(Work request)
Only the lines from the first line of the entries through the line with "Transcribe the names" belong in the answer, each restated word for word and without pictures.

(Provided information)
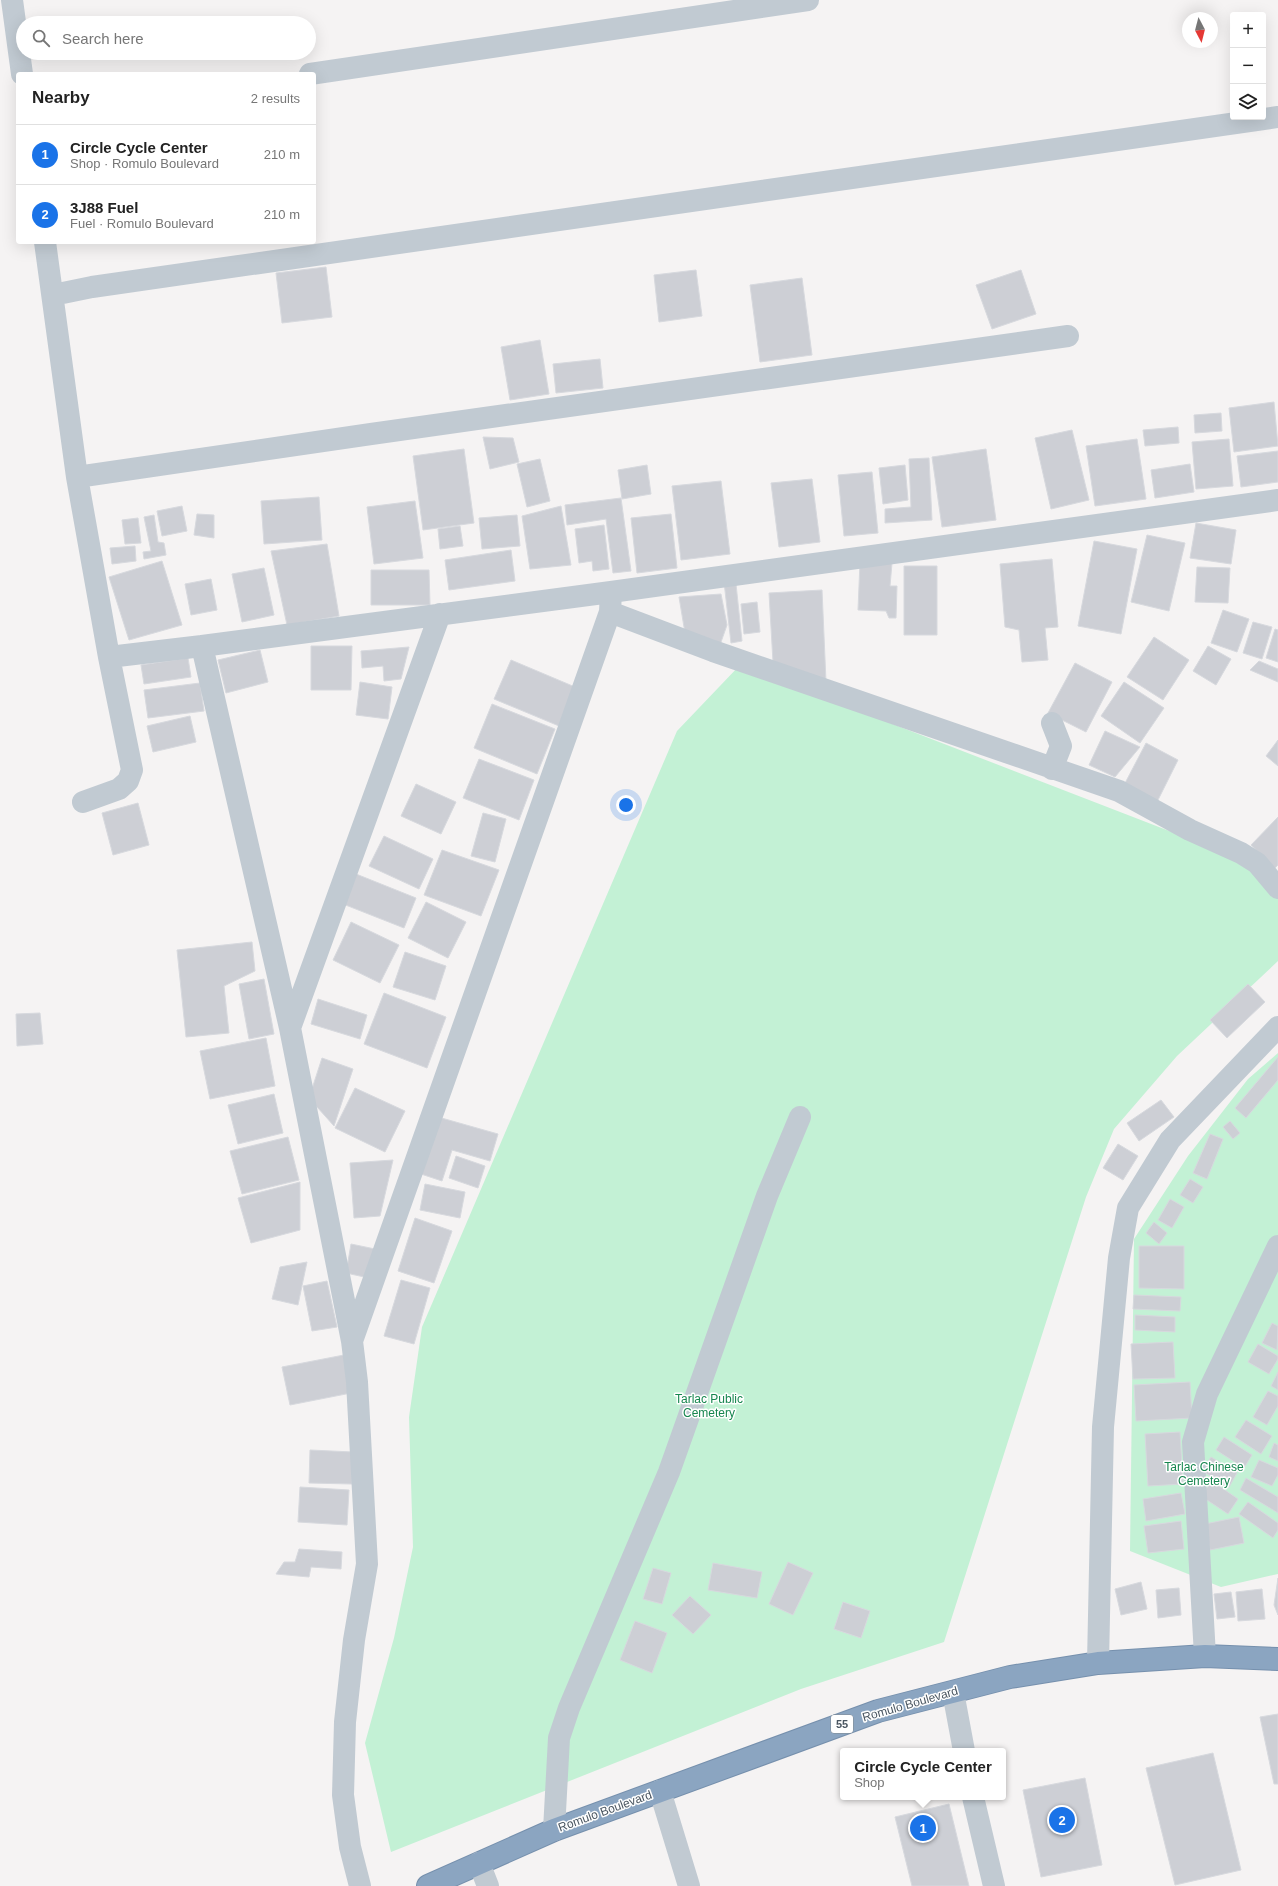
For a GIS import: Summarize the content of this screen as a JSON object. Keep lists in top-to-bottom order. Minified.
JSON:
{"streets":{"highway":["Romulo Boulevard","55"]},"parks":["Tarlac Public Cemetery","Tarlac Chinese Cemetery"],"north":"bottom","page":{"map_buttons":["+","−"],"search":"Search here","heading":["Nearby","2 results"],"list":[{"mark":"1","name":"Circle Cycle Center","note":"Shop · Romulo Boulevard","value":"210 m"},{"mark":"2","name":"3J88 Fuel","note":"Fuel · Romulo Boulevard","value":"210 m"}],"popup":["Circle Cycle Center","Shop"],"pins":["2","1"]}}
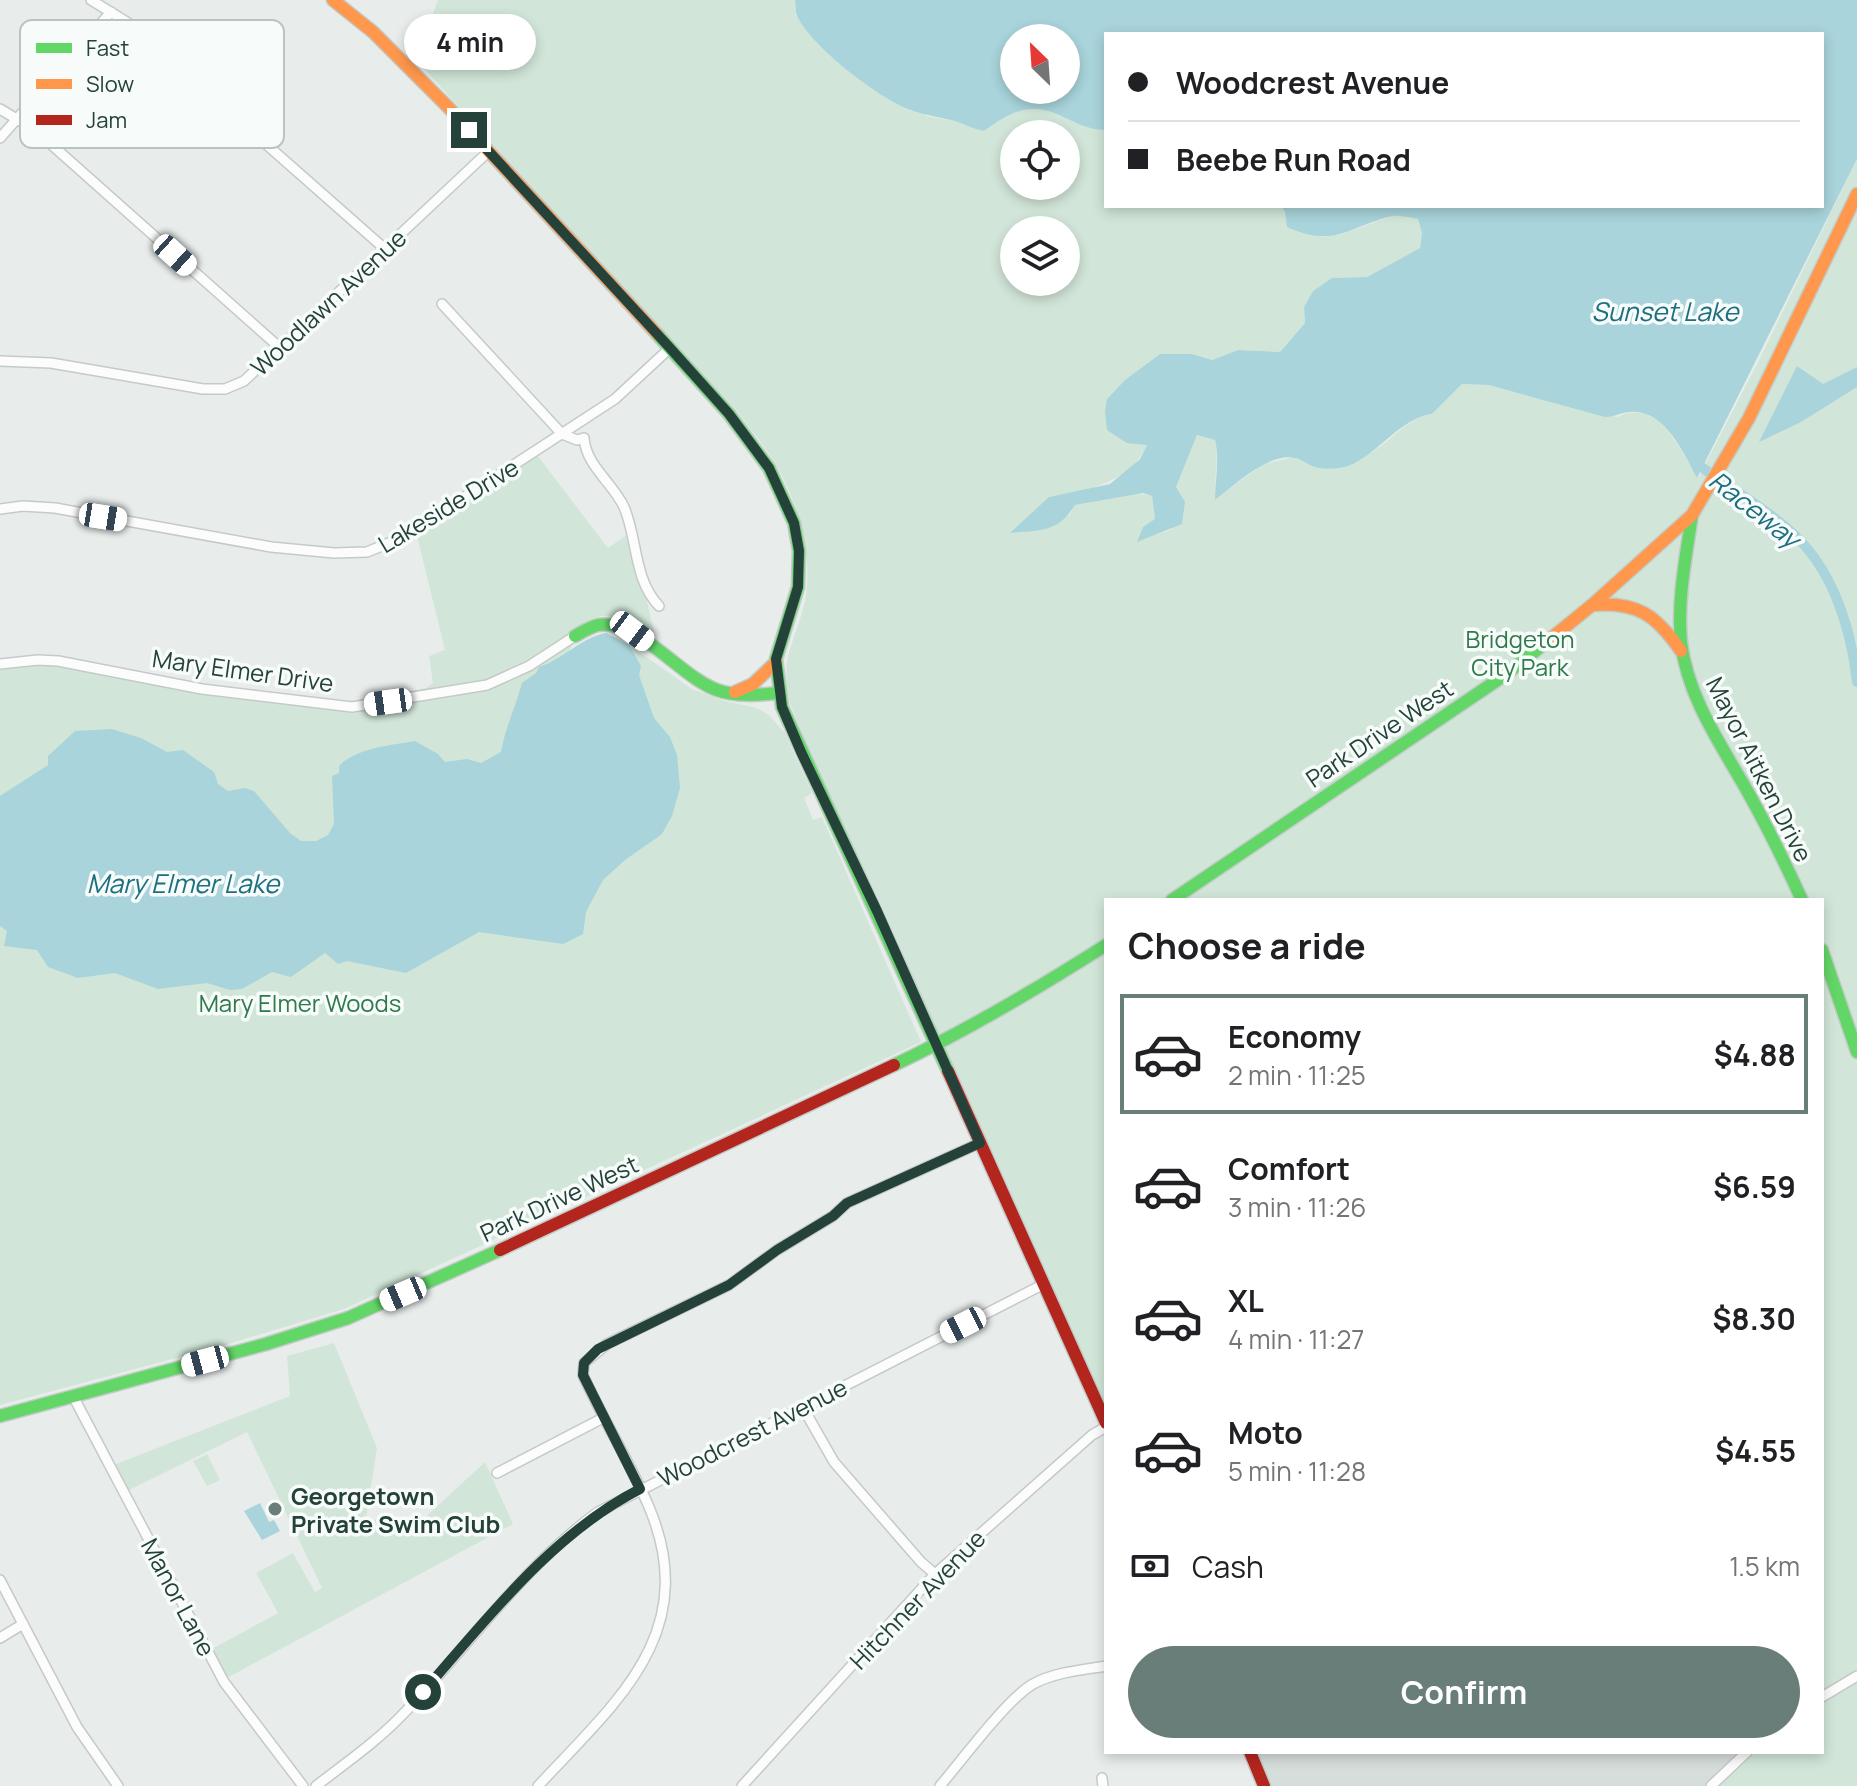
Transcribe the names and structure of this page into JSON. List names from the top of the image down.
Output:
{
  "streets": {
    "street": [
      "Woodlawn Avenue",
      "Lakeside Drive",
      "Mary Elmer Drive",
      "Park Drive West",
      "Mayor Aitken Drive",
      "Woodcrest Avenue",
      "Manor Lane",
      "Hitchner Avenue"
    ]
  },
  "crossings": [
    ["Park Drive West", "Mayor Aitken Drive"],
    ["Park Drive West", "Manor Lane"]
  ],
  "water": ["Sunset Lake", "Raceway", "Mary Elmer Lake"],
  "parks": ["Bridgeton City Park", "Mary Elmer Woods"],
  "places": ["Georgetown Private Swim Club"],
  "legend": ["Fast", "Slow", "Jam"],
  "north": "top left",
  "page": {
    "bubble": "4 min",
    "banner": ["Woodcrest Avenue", "Beebe Run Road"],
    "heading": "Choose a ride",
    "list": [
      {
        "name": "Economy",
        "note": "2 min · 11:25",
        "value": "$4.88"
      },
      {
        "name": "Comfort",
        "note": "3 min · 11:26",
        "value": "$6.59"
      },
      {
        "name": "XL",
        "note": "4 min · 11:27",
        "value": "$8.30"
      },
      {
        "name": "Moto",
        "note": "5 min · 11:28",
        "value": "$4.55"
      }
    ],
    "pay": ["Cash", "1.5 km"],
    "buttons": "Confirm"
  }
}
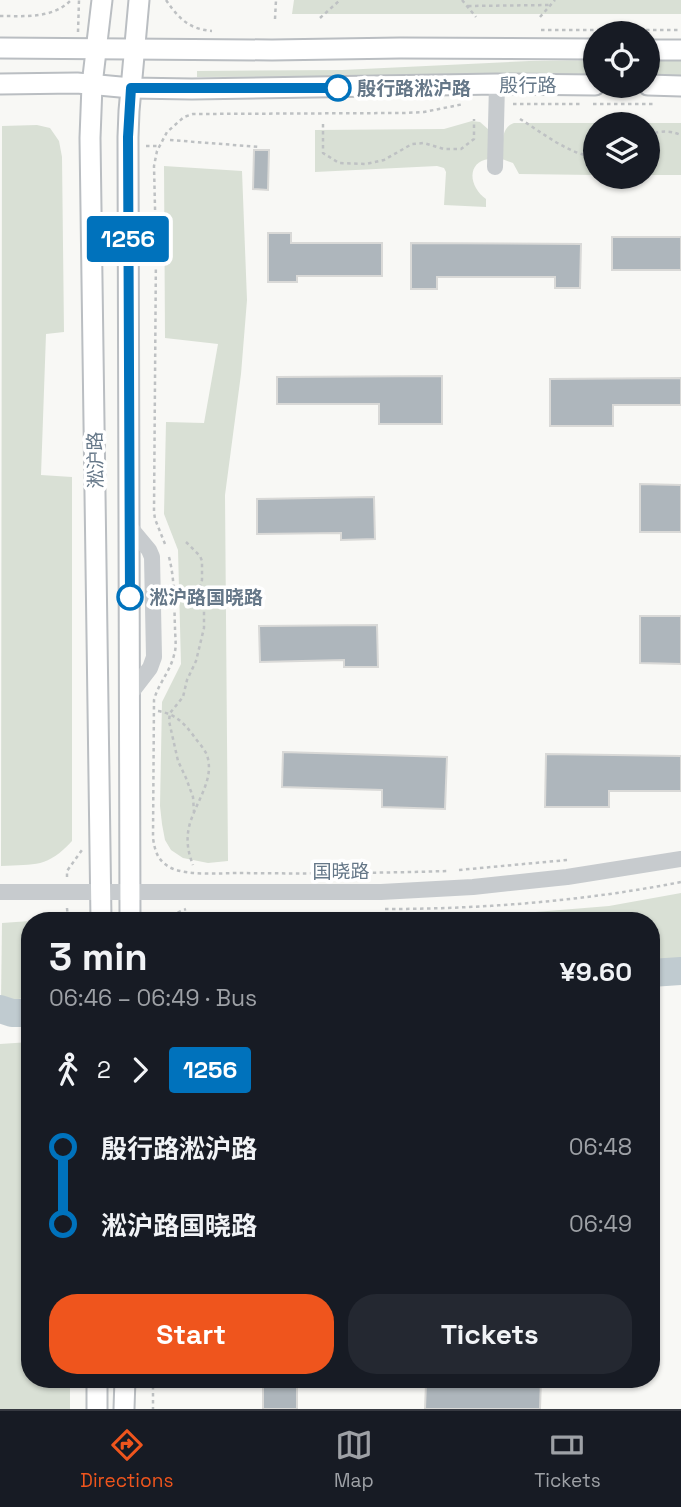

(Answer area)
For a GIS import: Summarize the content of this screen as a JSON object. Keep lists in top-to-bottom order. Minified.
JSON:
{"streets":{"highway":["Romulo Boulevard","55"]},"parks":["Tarlac Public Cemetery","Tarlac Chinese Cemetery"],"north":"bottom","page":{"map_buttons":["+","−"],"search":"Search here","heading":["Nearby","2 results"],"list":[{"mark":"1","name":"Circle Cycle Center","note":"Shop · Romulo Boulevard","value":"210 m"},{"mark":"2","name":"3J88 Fuel","note":"Fuel · Romulo Boulevard","value":"210 m"}],"popup":["Circle Cycle Center","Shop"],"pins":["2","1"]}}
Transcribe the names and structure of this page into JSON. List names from the top of the image down.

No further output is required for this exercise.